Anche la lussazione, sebbene rara, è possibile nel primo periodo post operatorio ed è solitamente causata da incauti movimenti articolari. In alcuni casi può rendere necessario un intervento di revisione.

Si può infine verificare anche un ritardo di cicatrizzazione della ferita con diversi livelli di gravità: dal semplice arrossamento con transitoria essudazione a vere e proprie piaghe con necrosi dei tessuti che possono rendere necessari interventi successivi di chirurgia plastica.

Complicanze croniche

Tra le principali annoveriamo l’allentamento della protesi e le infezioni ematogene. Nel primo caso si tratta di una progressiva riduzione del contatto tra lo stelo della protesi e l’osso femorale nel quale lo stelo è inserito. Tale condizione è dovuta all’invecchiamento dell’impianto e causa dolore e instabilità articolare.

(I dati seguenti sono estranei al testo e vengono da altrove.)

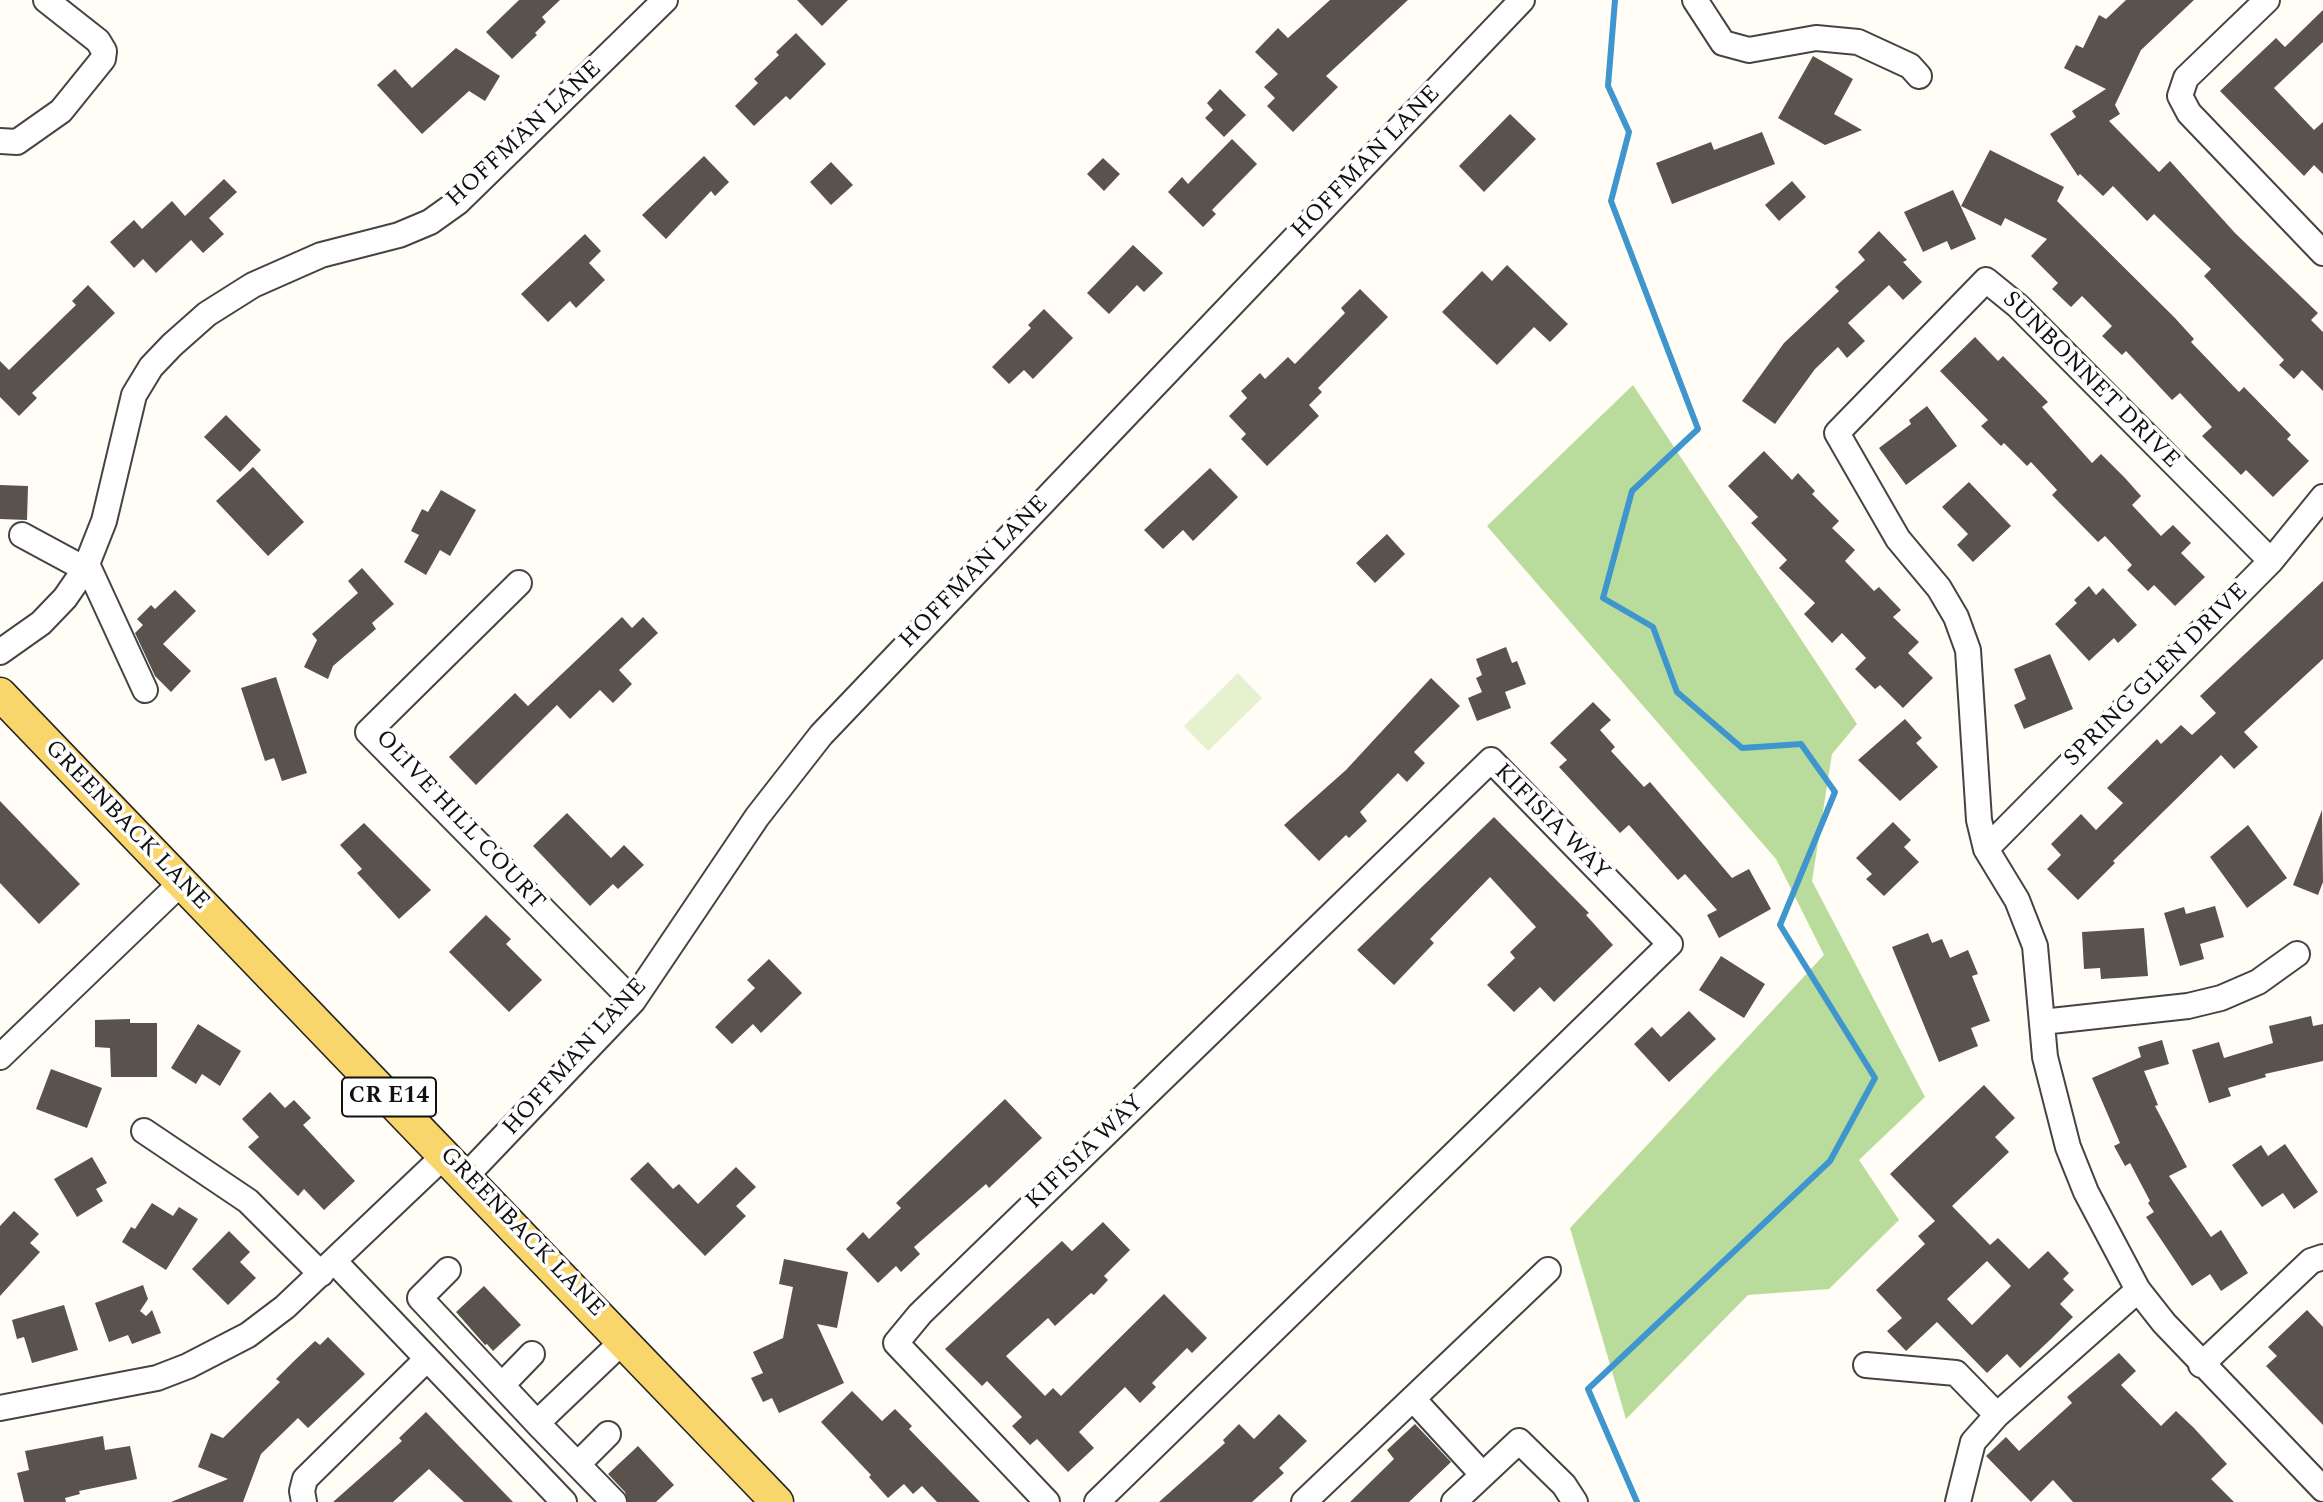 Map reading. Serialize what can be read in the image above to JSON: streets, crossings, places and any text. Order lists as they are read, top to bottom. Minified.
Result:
{"streets":{"main road":["GREENBACK LANE","CR E14"],"street":["HOFFMAN LANE","SUNBONNET DRIVE","SPRING GLEN DRIVE","OLIVE HILL COURT","KIFISIA WAY"]},"crossings":[["HOFFMAN LANE","OLIVE HILL COURT"],["HOFFMAN LANE","GREENBACK LANE"],["SUNBONNET DRIVE","SPRING GLEN DRIVE"]]}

A distanza di anni dall’intervento le infezioni più frequenti sono quelle ematogene. Sono trasportate attraverso la circolazione sanguigna da altri focolai infettivi presenti nel paziente come ad esempio infezioni dentarie non curate. In questi casi è importantissima la diagnosi precoce che può consentire un semplice intervento di pulizia chirurgica senza la necessità di rimuovere la protesi.

Complicanze e vie d’accesso chirurgiche: i vantaggi della via anteriore

La scelta di una via d’accesso chirurgica rispetto a un’altra può rivelarsi di fondamentale importanza anche nel ridurre il tasso di complicanze. Con la via anteriore diretta ad esempio, pur essendo più frequente la resezione del nervo femoro cutaneo superficiale (nel 60% dei casi, ma si tratta di una situazione facilmente risolvibile) si riducono pressoché tutte le altre possibili complicazioni. Tra i principali vantaggi:

  • si riduce quasi a zero il rischio di lussazione perché i muscoli non vengono tagliati durante l’intervento
  • il rischio di infezioni si riduce notevolmente passando dallo 0,7-0,8% delle tecniche tradizionali ad appena uno 0,3-0,4%
  • è possibile un controllo millimetrico della lunghezza degli arti: grazie alla posizione supina in cui è posizionato il paziente durante l’intervento si possono confrontare e pareggiare gli arti  in modo preciso

è possibile controllare la stabilità dell’impianto già durante l’intervento: l’arto da operare durante la procedura non è vincolato pertanto si possono valutare i movimenti a rischio di lussazione e avere una sicurezza quasi totale per il post operatorio. Tutto questo garantisce un vita dopo l’operazione senza le restrizioni tipiche delle procedure classiche.